The 4% decline from the '02 election
comes despite a recent surge in registration
Hawaii voter registration for the Nov. 2 election dropped 4 percent from the 2002 general election, the first such decrease in state history, according to the state Office of Elections.
The decline came despite a surge in registrations after last month's primary election, officials said yesterday.
Between the Sept. 18 primary and the Oct. 4 deadline, 21,118 people registered to vote in the general election. That is the highest number of registrations between the primary and general elections since 1992, when 31,772 people registered, and the fourth-highest increase in state history.

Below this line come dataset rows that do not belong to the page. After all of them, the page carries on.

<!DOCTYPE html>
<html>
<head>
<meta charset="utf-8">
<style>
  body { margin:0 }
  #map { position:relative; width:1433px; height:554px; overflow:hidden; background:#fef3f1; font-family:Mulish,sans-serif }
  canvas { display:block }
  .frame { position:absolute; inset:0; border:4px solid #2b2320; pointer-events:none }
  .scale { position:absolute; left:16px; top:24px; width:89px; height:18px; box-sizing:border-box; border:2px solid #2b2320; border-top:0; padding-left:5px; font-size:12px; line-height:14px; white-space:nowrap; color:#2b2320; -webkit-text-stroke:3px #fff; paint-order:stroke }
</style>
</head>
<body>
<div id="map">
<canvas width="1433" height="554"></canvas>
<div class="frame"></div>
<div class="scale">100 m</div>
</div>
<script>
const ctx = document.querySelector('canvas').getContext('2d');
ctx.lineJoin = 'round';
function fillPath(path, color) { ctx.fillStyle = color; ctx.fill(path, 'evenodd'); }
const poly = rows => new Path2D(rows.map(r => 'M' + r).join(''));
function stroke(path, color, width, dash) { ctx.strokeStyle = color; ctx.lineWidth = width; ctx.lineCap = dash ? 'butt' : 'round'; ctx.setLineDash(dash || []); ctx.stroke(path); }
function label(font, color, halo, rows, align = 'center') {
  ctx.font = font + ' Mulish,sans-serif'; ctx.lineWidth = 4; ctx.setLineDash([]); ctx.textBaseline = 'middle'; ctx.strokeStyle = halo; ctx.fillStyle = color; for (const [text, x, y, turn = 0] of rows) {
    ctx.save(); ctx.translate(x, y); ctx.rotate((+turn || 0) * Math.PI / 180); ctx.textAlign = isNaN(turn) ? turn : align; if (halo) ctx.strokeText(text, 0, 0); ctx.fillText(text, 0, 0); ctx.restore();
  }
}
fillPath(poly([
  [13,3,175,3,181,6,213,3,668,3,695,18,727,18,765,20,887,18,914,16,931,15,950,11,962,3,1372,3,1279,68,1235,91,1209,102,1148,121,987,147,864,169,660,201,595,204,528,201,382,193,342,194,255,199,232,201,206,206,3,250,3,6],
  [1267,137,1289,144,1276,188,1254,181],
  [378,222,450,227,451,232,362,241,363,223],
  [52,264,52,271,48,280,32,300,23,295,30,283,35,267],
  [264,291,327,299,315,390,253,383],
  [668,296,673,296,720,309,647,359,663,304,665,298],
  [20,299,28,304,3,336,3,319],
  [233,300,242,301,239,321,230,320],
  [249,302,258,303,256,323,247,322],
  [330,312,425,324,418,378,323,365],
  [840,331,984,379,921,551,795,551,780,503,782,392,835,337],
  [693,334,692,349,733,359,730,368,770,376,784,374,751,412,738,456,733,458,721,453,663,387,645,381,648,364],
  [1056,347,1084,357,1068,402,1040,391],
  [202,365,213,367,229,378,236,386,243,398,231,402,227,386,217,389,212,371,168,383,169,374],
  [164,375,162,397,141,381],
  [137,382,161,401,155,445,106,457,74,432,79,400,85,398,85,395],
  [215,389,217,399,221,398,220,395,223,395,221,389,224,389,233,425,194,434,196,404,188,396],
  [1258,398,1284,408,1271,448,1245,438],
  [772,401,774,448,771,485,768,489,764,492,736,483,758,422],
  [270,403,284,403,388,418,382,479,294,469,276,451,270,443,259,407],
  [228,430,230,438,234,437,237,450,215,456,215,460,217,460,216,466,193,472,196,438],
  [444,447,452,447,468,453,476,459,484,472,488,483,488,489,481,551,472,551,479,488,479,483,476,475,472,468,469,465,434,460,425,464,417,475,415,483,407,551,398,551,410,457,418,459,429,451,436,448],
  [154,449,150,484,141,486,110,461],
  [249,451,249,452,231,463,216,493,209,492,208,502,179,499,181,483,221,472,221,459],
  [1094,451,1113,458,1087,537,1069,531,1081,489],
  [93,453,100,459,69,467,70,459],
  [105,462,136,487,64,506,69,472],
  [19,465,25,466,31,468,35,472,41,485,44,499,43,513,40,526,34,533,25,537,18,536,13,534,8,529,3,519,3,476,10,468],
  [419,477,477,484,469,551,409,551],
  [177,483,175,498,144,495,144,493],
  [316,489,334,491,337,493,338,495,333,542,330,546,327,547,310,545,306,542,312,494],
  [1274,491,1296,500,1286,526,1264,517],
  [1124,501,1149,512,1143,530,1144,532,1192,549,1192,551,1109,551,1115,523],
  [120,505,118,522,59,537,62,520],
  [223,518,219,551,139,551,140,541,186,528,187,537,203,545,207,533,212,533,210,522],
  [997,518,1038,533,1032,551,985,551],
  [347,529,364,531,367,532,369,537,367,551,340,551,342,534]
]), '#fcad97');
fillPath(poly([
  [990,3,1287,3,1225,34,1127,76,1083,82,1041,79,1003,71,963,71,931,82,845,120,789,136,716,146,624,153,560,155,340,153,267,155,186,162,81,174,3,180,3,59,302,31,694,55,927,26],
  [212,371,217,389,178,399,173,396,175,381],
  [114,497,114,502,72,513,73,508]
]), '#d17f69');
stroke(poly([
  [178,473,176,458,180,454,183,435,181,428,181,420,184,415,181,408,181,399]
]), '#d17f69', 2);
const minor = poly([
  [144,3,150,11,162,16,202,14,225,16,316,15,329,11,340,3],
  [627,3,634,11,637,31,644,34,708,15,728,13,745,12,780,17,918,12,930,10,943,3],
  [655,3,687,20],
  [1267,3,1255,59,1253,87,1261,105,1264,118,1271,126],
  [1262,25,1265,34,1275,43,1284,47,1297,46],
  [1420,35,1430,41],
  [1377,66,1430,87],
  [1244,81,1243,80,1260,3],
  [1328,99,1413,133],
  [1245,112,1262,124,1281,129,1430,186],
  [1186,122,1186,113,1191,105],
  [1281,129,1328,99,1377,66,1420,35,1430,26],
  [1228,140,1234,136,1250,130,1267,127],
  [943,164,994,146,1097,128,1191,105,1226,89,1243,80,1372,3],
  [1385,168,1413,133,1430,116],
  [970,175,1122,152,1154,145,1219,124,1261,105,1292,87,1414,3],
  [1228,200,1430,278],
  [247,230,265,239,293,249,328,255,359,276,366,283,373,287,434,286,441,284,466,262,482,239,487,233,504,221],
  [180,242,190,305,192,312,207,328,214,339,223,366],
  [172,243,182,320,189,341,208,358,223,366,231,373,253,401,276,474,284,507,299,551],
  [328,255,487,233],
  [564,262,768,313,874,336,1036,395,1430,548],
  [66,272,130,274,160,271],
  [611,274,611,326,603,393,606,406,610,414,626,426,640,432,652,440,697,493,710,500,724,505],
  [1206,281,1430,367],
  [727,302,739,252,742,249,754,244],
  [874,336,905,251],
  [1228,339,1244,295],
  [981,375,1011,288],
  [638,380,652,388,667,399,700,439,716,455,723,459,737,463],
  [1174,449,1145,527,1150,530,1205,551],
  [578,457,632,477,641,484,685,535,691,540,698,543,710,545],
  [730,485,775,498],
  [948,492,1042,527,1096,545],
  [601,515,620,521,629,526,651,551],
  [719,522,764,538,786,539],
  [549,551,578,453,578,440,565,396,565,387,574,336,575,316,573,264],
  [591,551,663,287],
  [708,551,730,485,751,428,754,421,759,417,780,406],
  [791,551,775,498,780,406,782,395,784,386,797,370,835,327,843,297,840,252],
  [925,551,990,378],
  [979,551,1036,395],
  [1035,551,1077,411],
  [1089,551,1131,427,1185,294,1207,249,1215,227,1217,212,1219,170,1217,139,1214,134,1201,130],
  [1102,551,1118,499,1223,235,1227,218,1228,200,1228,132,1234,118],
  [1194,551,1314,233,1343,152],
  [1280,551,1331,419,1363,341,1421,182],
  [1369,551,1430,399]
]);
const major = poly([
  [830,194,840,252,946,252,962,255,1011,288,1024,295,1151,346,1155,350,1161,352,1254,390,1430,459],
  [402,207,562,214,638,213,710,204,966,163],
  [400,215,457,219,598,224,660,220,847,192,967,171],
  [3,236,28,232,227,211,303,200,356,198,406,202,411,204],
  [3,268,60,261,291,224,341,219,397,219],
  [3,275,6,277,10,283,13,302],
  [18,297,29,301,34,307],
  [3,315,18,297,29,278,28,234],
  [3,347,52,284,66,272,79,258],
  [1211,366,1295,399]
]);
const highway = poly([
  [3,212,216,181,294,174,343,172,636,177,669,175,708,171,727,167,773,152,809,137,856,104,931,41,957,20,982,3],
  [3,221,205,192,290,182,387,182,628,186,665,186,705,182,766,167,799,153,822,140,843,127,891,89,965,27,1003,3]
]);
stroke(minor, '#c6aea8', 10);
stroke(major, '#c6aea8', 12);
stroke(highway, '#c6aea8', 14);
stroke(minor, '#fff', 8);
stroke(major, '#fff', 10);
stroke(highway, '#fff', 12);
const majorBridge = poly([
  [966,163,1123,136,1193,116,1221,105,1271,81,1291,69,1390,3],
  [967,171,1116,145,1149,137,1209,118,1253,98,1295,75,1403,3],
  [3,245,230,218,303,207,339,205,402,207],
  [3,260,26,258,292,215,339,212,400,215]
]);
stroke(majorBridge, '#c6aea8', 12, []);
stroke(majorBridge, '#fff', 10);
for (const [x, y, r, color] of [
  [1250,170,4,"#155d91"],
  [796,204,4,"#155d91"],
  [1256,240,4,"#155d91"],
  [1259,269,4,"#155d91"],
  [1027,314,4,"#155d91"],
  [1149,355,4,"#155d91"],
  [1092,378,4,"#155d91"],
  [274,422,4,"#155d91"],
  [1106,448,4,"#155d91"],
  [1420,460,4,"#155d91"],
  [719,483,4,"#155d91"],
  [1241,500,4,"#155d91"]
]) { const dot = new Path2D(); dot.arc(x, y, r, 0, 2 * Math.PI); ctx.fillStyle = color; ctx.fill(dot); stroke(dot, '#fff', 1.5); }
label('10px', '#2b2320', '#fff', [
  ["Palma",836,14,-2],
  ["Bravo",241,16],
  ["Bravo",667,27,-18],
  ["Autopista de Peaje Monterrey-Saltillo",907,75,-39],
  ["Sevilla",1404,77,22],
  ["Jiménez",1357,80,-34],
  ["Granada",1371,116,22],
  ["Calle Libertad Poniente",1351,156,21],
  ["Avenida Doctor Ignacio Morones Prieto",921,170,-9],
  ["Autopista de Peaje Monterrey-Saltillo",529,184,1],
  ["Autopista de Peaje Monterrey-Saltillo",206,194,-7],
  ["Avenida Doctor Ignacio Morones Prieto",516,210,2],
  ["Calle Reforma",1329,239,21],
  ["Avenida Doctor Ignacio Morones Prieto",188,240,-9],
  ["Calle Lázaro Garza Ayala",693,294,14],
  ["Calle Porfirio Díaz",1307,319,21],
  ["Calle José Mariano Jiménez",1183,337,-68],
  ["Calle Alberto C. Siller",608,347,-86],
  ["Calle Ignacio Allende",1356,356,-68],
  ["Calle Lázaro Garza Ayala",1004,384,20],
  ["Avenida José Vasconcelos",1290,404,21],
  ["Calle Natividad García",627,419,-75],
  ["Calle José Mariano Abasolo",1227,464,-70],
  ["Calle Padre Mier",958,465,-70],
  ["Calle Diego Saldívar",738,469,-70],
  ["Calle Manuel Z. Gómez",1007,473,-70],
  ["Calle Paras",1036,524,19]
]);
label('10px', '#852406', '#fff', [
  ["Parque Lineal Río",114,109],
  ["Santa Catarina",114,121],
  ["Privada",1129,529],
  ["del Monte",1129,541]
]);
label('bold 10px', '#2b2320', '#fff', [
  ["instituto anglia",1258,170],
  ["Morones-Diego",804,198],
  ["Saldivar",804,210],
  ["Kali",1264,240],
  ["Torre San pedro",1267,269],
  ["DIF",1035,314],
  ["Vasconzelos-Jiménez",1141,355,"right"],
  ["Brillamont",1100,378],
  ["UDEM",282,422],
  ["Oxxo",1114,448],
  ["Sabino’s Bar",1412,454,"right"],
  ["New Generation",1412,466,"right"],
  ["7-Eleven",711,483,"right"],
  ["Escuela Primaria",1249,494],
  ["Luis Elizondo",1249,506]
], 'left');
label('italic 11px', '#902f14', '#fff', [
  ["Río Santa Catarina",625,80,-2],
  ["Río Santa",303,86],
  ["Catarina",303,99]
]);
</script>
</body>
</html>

The new registrations brought the number of eligible voters in Hawaii this year to 647,236, 4.3 percent below the 676,242 registered voters for the 2002 general election. While Hawaii's voter rolls have decreased between primary elections before, this was the first drop between two general elections, officials said.
State Office of Elections spokesman Rex Quidilla attributed the overall decline to a purge in the voting list last year, when the names of voters who died, moved, or could not be located were removed.
"In the abundance of caution, there were a number of years names were kept on the rolls," Quidilla said.
The purge dropped the number of registered voters from 667,679 to 591,507.
State Democratic and Republican Party officials attribute the surge in registrations since this year's primary to the presidential election.
"Recent events like the presidential debates motivated people to vote because they want to see change," said Donalyn Dela Cruz, Democratic Party of Hawaii spokeswoman.
Hawaii Republican Party Chairman Brennon Morioka said, "I think it's partly due to the presidential race and our growth as a party being able to field quality candidates top to bottom."
In addition, a nationwide effort to encourage adults ages 18-24 to vote spread to the islands with the "Rock the Vote Hawaii" registration drive.
Coordinator Mark Wilber said 136 people registered at a Sept. 25 concert at Kapiolani Park Bandstand. What is more important is that the event motivated people to vote and gave them a chance to meet some candidates, Wilber said.
The Council for Native Hawaiian Advancement also partnered with Hawaiian homestead associations to register Hawaiians on all islands.
"It started out only on Oahu, but the people on the neighbor islands heard about it," said Brandi Lau, council vice president.